The objective of this work is to present a practical workflow that provides suitable constraints to be applied to the otherwise poorly constrained DCA technique for EUR estimation by making appropriate adjustments to the results obtained from the standard reservoir engineering techniques when applied to the early production decline data of multi-layered tight gas wells, based on relevant correlations from a detailed production and reservoir analysis of numerous field cases from the Big Lake Field in the Cooper Basin.

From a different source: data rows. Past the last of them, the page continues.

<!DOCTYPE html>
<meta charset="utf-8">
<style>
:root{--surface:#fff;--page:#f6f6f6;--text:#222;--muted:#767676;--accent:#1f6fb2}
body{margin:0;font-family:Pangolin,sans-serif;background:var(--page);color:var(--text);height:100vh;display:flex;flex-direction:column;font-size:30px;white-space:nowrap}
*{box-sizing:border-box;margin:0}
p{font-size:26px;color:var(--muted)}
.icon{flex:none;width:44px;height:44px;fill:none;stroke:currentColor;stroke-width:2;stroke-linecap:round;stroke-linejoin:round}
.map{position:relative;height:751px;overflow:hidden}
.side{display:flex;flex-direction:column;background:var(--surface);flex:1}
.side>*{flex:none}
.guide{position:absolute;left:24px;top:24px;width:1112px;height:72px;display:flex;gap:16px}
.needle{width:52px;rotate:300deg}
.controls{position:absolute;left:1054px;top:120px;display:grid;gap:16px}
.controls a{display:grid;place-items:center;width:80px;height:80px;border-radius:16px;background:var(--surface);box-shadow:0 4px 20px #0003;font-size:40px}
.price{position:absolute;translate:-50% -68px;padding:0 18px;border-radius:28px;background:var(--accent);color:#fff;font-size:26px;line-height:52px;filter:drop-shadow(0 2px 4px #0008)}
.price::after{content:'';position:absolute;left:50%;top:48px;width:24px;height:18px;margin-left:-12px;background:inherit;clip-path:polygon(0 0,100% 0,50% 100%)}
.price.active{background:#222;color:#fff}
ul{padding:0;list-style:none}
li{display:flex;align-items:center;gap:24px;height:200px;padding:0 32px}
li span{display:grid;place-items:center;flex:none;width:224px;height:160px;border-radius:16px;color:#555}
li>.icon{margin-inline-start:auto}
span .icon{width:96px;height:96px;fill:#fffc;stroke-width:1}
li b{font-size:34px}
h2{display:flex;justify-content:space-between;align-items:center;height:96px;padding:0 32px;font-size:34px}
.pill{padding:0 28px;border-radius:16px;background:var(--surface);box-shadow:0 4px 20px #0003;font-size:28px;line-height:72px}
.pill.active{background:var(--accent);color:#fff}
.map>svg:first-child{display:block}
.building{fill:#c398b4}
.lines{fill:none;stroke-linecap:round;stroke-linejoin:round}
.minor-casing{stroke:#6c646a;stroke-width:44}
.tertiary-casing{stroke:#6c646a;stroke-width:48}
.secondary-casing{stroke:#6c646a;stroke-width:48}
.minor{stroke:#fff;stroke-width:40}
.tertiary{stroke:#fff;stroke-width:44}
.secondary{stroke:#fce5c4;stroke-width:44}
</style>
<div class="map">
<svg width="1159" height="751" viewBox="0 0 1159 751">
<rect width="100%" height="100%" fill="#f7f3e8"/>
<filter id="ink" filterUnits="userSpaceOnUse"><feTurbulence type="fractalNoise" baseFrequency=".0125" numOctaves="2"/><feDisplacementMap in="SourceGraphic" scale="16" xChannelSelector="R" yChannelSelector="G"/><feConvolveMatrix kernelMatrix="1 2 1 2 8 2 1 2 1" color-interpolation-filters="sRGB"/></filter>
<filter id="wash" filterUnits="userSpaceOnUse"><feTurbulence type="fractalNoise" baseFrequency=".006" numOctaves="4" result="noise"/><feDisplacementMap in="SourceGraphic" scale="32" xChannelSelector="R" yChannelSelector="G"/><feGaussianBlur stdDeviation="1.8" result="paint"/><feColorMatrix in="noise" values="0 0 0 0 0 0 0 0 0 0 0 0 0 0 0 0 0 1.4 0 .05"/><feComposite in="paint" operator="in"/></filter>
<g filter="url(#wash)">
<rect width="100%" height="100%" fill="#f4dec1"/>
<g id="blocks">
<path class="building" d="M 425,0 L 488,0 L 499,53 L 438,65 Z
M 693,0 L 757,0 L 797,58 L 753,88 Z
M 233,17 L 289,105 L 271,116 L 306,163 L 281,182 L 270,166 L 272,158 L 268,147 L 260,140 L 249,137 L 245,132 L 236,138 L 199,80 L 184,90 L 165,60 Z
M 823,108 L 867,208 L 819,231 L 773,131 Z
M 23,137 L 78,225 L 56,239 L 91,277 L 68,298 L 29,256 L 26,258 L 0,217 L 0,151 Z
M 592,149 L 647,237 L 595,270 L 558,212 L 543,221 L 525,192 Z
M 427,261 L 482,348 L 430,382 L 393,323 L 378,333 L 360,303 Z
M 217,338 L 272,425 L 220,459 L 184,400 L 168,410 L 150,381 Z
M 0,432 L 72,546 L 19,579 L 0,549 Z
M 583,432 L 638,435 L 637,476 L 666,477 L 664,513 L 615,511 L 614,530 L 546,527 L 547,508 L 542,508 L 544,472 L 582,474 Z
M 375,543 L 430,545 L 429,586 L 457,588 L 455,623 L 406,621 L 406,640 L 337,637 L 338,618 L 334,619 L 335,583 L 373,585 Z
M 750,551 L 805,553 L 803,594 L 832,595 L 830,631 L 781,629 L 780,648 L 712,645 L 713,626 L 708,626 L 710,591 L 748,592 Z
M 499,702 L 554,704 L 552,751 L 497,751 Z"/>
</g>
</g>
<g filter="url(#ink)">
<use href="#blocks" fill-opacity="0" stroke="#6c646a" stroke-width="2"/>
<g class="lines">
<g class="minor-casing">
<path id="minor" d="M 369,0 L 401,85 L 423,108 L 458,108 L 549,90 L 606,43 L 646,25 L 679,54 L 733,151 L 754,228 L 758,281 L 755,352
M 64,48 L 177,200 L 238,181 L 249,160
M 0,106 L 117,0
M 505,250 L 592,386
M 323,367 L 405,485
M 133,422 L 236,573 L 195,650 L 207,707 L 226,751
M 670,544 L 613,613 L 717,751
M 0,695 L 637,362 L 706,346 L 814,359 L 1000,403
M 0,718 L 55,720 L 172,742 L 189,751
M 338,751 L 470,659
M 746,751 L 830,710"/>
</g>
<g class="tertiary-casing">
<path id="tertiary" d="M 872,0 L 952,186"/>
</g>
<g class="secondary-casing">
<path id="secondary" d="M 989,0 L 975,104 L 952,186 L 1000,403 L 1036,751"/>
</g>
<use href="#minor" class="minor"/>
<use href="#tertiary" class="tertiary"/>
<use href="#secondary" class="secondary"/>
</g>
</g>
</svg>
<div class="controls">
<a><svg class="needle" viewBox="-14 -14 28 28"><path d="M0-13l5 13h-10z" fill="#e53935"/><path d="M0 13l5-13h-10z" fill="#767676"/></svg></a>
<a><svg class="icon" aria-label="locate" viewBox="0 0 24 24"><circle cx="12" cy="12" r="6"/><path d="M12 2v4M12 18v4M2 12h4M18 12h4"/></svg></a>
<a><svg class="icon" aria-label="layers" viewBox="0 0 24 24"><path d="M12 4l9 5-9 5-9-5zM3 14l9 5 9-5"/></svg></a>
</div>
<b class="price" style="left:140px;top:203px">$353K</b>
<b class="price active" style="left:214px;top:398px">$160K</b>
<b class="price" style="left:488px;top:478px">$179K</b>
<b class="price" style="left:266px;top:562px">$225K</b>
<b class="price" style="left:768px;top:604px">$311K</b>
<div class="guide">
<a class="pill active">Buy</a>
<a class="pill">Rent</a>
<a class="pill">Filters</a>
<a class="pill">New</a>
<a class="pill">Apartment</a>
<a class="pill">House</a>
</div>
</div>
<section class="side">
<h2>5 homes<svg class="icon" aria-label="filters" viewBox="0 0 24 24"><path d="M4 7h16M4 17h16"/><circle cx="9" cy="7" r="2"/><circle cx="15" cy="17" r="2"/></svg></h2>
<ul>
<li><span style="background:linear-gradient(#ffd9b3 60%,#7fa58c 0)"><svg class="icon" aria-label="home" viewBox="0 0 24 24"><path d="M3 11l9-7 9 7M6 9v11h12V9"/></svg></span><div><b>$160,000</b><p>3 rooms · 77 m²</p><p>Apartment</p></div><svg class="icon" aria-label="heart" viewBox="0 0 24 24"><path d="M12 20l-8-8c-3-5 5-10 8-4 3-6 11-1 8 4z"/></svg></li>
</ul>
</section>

Specifically, the study illustrates: (1) that the OGIP from P/Z determined early in the production life of a well, although using imperfect Build-Up pressures (static pressure values taken at the well which are still building pressure due to reservoir characteristics and sampling period), can be reasonably corrected to better represent the long term connected OGIP to the well, through a correlation between P/Z and FMB analysis on existing wells. (2) The integration of Production Logging Tests (PLT) data and petrophysical properties provides important inputs in order to better characterize the vertical heterogeneity of the reservoirs and simulate the aggregate Recovery Factor (RF) in a multi-layer production scenario. (3) A more constrained multi-segment DCA, constructed honoring the results from point 1 and 2 better represents (within 6% deviation) the production forecast of over 40 wells in the Big Lake Field after a year and half of additional production and it is expected to be a close approximation of the EUR of the wells (assuming current operating conditions).